| Powering ahead
Calcutta, Oct. 16: Whatever may have fuelled the rally in CESC’s share price — be it fascinating speculations or fundamental strengths of the company — it has done the promoters a world of good.
The price of the stock having moved up sharply, the Goenkas — the promoters of the power utility — may now get CESC’s debts restructured without having to pledge their entire holding with the company’s lenders.
The lenders have agreed to CESC’s proposal to recast its debts, but insisted on the promoters pledging their entire stake in the company in return. The Goenkas, however, have offered to pledge up to 40 per cent of their holding in CESC — or 16-20 per cent of the company’s shares. Though the promoters’ acknowledged holding is around 40 per cent, their actual control is believed to be close to 50 per cent.
“The recent rally in the price of CESC’s shares reinforces the promoters’ offer to pledge 40 per cent of their stake,” said Sumantra Banerjee, the company’s managing director.
Though the lenders have not agreed to the Goenkas’ offer as yet, Victoria House is hopeful that the financial institutions are now going to climb down on their demand for full control of the promoters’ holding in the company.
CESC’s share price has gone up 87 per cent over the last couple of weeks. From a close of Rs 46.60 on September 30, it has gone up to Rs 86.60 — the price at which it was last traded on the Bombay Stock Exchange today.
Banerjee said, “We are hopeful that the debt restructuring deal with the lenders will be completed by the end of November. Previously we thought we could finish it by October.”

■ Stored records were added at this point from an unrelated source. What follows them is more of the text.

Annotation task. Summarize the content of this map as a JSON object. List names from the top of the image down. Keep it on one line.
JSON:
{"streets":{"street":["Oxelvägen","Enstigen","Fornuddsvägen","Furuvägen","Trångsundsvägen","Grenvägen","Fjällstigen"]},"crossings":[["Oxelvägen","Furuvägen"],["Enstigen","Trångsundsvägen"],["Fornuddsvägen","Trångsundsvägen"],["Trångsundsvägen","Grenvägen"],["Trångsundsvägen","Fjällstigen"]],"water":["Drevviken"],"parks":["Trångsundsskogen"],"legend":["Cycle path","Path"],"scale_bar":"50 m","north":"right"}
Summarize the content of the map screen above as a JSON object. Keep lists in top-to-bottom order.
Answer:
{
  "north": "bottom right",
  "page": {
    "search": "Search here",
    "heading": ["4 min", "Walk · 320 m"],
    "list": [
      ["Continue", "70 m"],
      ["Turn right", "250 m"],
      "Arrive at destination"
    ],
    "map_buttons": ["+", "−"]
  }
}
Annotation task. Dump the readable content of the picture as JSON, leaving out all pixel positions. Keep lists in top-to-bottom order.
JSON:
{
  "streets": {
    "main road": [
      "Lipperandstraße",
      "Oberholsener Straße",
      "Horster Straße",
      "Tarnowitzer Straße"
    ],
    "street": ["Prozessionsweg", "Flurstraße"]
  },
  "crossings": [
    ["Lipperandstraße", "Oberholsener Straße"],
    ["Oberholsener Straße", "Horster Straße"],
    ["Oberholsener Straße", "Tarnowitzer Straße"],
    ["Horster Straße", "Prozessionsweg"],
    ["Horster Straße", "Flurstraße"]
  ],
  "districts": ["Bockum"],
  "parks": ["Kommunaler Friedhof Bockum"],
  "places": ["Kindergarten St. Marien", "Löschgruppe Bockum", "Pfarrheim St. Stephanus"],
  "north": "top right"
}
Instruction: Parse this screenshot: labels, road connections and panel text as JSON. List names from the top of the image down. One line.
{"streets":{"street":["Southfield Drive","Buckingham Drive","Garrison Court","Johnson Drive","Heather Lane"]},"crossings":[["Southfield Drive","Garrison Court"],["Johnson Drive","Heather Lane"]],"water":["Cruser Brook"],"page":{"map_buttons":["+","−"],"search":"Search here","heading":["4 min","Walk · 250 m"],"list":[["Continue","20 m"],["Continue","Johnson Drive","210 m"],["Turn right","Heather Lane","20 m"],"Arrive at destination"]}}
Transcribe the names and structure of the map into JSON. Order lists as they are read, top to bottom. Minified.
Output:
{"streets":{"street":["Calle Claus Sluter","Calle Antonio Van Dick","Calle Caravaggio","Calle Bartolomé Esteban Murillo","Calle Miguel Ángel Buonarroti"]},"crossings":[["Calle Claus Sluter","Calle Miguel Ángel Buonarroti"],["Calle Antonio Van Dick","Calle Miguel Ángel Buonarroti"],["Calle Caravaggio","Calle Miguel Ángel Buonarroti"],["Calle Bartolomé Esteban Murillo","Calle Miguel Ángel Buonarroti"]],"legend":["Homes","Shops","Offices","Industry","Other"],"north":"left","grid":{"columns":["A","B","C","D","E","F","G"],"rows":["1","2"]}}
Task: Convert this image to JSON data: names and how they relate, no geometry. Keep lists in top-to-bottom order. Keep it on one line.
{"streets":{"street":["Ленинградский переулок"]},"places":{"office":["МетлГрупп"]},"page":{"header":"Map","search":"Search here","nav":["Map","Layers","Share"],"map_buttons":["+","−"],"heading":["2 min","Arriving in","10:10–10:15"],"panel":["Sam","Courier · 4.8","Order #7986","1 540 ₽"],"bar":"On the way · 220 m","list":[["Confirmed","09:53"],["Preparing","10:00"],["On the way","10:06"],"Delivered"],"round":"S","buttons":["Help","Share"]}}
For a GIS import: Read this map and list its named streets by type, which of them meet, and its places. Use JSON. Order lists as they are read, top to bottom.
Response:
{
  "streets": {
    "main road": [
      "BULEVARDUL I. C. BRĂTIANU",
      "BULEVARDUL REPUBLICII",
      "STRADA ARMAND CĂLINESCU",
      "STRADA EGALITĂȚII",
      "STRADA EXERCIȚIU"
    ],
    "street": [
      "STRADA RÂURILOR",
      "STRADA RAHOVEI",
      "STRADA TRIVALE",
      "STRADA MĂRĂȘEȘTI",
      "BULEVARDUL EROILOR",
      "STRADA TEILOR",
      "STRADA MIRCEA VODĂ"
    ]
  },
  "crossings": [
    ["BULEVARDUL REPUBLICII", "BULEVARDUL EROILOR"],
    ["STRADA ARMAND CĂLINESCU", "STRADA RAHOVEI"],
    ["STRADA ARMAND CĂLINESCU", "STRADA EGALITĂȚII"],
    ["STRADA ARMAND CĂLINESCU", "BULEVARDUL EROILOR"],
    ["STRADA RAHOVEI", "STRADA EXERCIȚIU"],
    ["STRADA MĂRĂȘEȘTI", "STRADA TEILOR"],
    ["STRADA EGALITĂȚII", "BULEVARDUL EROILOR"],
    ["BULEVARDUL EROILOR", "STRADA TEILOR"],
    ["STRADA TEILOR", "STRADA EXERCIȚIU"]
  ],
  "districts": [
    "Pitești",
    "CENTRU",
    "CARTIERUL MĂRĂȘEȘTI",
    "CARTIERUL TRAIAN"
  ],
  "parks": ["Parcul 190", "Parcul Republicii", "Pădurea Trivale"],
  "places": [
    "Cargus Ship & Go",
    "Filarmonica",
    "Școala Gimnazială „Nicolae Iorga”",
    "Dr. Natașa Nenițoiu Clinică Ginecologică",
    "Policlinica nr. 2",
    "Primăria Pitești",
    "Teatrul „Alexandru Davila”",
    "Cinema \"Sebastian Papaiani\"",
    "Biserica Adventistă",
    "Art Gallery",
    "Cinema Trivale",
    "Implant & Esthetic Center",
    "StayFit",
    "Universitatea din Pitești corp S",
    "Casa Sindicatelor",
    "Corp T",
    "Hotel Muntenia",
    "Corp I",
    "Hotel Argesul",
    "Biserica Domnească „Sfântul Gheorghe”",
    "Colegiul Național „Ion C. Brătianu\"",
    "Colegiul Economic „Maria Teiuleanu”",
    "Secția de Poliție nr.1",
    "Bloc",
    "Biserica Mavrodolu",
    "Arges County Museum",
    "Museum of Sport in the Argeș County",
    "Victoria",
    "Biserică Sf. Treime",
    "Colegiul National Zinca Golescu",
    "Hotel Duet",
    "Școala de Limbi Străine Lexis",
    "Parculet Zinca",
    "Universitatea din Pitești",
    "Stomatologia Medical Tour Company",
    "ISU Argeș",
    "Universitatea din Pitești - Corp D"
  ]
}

The lenders had also asked the promoters to infuse funds into the company. CESC is issuing 33 lakh shares to the promoters at Rs 49.70 apiece, which will result in an infusion of Rs 16.40 crore. The funds are going to be used to pay down CESC’s debts. The lenders had insisted on the promoters infusing Rs 50 crore.
Meanwhile, at the company’s recently-held annual general meeting, vice-chairman Sanjiv Goenka said CESC was looking to set up a 250-megawatt power plant in Bengal at a cost of Rs 1,000 crore. He has also indicated plans of roping in a strategic investor from abroad.
The company is planning a voluntary retirement scheme for its employees at the Cossipore and Mulajore units, the financial implications of which are being examined at present.